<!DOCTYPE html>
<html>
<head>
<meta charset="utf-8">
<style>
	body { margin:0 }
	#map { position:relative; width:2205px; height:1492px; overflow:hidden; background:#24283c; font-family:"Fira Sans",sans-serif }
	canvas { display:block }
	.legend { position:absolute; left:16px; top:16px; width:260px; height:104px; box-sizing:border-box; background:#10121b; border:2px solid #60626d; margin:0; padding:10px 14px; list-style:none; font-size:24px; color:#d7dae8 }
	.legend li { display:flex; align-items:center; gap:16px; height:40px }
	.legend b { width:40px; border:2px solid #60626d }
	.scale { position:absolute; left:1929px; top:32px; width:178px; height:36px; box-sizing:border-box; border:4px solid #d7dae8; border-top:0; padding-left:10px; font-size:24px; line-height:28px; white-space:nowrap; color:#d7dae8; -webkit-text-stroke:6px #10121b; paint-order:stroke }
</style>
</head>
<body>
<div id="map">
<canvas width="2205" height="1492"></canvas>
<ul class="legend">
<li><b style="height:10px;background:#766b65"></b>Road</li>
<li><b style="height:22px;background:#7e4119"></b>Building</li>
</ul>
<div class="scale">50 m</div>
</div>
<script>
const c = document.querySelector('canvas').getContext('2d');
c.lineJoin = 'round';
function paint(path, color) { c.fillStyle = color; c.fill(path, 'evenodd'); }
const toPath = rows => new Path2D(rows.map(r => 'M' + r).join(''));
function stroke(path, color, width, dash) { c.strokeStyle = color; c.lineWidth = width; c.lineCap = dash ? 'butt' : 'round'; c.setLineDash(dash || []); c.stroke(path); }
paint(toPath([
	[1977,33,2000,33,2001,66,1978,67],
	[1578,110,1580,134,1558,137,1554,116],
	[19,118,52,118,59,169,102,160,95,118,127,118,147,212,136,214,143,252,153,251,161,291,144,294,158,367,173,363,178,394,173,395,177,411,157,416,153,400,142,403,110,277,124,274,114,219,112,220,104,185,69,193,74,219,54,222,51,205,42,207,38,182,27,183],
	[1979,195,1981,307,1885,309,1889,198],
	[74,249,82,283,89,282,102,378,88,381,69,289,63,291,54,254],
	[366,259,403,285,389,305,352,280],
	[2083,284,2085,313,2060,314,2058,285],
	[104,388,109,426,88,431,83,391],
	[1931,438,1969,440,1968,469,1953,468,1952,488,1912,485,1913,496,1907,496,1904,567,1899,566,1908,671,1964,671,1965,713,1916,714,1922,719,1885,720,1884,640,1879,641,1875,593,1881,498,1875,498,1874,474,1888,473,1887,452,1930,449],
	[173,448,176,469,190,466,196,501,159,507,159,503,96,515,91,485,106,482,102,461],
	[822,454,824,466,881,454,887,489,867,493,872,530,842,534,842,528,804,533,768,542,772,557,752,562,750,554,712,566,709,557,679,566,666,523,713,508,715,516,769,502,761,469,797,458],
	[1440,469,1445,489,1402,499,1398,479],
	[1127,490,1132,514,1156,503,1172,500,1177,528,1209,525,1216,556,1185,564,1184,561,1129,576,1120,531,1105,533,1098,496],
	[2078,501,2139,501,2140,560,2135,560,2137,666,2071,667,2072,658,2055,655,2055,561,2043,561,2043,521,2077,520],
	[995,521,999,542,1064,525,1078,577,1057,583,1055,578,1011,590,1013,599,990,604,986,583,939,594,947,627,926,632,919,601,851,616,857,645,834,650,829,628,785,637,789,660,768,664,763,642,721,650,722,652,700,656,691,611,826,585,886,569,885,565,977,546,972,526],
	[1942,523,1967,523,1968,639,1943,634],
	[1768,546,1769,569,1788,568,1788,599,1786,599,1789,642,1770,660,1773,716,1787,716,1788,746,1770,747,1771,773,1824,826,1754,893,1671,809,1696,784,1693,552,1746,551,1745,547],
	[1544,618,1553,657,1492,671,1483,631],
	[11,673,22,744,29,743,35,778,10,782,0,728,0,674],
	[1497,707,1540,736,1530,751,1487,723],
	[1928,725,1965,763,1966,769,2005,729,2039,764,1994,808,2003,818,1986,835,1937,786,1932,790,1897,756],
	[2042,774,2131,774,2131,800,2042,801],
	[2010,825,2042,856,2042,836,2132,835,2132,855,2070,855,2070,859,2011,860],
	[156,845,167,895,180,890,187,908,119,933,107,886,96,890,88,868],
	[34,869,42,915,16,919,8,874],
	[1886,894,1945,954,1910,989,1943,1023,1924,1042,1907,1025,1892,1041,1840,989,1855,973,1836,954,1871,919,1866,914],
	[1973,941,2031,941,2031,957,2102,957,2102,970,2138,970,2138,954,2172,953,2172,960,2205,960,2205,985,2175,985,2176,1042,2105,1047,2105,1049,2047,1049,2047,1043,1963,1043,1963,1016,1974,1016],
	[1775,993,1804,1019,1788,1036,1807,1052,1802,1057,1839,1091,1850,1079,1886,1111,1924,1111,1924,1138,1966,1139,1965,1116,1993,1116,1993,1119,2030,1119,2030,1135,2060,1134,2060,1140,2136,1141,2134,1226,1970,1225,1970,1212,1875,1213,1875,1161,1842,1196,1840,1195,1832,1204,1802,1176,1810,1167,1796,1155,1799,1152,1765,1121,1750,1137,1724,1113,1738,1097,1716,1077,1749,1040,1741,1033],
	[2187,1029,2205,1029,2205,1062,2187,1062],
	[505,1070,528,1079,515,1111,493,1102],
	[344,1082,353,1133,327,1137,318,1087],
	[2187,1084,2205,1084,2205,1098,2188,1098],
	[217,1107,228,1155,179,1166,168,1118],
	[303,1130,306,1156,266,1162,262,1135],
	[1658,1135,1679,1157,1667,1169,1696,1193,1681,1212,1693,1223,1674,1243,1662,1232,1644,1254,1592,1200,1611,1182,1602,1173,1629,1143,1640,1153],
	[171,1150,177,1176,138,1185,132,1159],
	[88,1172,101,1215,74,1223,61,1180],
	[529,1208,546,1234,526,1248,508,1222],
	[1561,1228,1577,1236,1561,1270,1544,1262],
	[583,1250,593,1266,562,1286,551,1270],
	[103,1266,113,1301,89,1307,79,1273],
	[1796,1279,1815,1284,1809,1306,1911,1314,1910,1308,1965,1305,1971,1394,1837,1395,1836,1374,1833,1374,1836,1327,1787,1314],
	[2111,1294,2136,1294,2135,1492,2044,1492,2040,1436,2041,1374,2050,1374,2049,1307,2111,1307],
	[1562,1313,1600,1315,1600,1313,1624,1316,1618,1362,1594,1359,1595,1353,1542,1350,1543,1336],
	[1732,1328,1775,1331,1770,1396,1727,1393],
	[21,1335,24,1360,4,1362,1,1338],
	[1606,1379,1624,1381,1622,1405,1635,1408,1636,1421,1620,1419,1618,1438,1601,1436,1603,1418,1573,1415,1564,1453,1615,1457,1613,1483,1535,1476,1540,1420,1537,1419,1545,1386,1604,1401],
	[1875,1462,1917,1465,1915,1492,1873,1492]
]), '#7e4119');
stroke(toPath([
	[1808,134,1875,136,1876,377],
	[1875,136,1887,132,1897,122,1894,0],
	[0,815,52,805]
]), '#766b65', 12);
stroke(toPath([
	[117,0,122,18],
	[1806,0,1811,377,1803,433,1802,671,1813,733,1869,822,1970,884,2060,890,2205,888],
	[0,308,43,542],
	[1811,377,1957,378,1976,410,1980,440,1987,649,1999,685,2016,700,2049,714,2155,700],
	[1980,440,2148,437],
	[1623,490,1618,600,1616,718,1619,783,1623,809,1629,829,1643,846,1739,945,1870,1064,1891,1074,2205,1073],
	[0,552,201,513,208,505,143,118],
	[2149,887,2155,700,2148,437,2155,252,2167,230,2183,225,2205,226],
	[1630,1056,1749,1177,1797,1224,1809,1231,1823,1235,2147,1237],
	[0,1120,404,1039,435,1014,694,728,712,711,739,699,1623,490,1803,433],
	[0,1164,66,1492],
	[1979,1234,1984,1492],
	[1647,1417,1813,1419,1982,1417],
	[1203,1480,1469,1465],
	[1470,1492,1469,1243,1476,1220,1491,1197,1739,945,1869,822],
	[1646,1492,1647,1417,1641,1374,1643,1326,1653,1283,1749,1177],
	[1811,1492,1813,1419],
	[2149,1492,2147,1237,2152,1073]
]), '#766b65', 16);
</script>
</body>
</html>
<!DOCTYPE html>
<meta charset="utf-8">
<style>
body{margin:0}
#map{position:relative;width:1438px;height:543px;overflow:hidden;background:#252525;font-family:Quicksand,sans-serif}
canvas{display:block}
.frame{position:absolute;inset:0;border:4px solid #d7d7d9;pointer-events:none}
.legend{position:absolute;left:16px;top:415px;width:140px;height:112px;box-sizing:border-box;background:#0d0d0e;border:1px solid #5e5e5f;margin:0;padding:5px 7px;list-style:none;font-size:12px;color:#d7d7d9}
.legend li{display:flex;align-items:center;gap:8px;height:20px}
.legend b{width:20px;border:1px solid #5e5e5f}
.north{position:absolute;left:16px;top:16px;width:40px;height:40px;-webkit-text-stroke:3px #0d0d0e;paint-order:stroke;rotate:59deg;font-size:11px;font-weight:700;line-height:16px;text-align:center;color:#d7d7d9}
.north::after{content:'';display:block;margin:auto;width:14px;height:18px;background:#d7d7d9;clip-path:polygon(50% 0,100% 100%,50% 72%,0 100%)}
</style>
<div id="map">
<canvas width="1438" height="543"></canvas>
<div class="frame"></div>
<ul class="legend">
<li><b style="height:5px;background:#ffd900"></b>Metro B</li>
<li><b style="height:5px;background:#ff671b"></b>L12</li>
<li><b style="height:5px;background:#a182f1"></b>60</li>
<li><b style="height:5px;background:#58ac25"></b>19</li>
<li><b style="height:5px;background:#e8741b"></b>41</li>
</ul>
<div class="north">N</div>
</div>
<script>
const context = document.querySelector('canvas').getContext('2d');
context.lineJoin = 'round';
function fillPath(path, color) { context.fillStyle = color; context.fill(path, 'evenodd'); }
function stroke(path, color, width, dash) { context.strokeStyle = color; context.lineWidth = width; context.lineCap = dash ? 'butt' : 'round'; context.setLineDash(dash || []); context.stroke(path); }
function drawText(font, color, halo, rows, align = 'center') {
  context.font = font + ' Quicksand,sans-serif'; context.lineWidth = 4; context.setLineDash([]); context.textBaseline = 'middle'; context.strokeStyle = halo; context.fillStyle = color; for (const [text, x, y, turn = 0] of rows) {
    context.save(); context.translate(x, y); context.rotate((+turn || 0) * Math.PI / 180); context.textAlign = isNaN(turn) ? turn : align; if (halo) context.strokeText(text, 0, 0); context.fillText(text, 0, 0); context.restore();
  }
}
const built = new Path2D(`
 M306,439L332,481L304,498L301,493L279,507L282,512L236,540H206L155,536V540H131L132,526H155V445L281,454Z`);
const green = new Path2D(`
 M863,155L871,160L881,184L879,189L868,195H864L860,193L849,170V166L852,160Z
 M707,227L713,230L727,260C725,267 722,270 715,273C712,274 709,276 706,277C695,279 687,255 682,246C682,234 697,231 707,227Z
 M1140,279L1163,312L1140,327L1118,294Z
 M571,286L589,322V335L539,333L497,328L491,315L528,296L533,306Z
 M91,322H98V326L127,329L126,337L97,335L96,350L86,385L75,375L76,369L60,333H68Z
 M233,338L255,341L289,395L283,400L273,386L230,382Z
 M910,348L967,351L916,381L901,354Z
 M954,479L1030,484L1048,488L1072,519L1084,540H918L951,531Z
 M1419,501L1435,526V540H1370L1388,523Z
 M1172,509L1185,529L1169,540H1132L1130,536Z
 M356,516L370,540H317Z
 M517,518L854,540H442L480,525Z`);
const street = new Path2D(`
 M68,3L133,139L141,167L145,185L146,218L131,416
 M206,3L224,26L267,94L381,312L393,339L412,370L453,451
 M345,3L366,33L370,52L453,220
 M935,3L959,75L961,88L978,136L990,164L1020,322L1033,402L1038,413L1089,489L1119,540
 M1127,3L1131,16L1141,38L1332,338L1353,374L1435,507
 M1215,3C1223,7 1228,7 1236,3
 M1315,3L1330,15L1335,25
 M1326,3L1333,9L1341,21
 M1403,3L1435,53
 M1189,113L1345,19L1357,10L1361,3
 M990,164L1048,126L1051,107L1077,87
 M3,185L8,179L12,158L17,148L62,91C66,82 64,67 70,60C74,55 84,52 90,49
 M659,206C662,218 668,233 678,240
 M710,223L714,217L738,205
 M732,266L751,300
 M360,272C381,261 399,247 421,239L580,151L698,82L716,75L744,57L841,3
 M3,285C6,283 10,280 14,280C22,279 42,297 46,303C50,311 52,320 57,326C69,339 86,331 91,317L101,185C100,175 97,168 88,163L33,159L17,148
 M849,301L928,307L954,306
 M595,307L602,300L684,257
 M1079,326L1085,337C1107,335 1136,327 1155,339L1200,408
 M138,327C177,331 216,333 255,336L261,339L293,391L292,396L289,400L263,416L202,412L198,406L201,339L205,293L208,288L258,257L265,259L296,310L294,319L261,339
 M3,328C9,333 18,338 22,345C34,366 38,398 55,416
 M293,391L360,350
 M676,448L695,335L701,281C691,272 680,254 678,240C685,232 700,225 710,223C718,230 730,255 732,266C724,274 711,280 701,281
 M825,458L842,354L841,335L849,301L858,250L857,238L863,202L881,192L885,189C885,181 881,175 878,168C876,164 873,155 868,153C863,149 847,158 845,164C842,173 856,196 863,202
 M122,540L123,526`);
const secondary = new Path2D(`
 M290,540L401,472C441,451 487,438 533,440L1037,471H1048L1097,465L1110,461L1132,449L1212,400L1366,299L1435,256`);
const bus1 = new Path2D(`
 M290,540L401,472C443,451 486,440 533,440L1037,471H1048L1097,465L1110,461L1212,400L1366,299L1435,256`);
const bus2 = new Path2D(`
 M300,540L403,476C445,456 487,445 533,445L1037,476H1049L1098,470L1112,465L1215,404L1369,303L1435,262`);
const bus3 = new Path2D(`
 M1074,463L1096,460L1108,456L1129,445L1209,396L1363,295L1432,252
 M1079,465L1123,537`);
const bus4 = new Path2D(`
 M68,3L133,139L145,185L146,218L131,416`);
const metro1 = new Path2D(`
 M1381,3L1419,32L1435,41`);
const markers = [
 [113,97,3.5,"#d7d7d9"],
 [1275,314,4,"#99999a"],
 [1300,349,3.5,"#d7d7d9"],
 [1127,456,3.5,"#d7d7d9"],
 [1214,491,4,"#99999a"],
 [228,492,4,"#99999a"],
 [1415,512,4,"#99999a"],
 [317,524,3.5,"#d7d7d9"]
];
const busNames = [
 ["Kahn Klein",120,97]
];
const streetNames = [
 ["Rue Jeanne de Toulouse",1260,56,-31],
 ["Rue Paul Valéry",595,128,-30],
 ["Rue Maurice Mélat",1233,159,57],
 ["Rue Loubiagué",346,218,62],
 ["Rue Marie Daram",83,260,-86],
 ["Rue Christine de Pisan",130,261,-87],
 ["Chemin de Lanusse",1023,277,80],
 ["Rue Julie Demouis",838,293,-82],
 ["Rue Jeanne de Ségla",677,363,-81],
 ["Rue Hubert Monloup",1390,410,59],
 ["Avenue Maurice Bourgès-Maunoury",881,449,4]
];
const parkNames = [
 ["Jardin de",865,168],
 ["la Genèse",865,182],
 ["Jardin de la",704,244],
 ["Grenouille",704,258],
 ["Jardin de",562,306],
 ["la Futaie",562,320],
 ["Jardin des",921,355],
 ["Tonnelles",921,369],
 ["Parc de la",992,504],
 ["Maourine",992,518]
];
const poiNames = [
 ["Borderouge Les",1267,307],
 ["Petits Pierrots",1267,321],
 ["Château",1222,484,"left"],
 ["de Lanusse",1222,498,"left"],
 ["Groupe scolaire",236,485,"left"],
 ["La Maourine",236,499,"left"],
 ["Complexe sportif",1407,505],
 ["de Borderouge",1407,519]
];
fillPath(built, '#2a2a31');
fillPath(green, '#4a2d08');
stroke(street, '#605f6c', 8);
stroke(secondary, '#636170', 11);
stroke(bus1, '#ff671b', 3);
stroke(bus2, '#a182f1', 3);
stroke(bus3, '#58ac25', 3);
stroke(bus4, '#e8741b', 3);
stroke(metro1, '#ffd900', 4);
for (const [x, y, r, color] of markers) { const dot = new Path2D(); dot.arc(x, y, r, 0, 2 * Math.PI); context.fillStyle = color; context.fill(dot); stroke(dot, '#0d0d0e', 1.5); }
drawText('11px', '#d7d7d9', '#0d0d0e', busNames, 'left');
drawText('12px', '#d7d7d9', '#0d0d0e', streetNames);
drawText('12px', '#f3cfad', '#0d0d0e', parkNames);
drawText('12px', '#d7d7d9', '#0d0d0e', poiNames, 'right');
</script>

━━━━━━━━━━━━━━━━━━━━━━━━━━━━━━

• **Directions**:
Lines of the listing above that contain the word "flex" must all be copied.

• **Response to the task**:
	.legend li { display:flex; align-items:center; gap:16px; height:40px }
.legend li{display:flex;align-items:center;gap:8px;height:20px}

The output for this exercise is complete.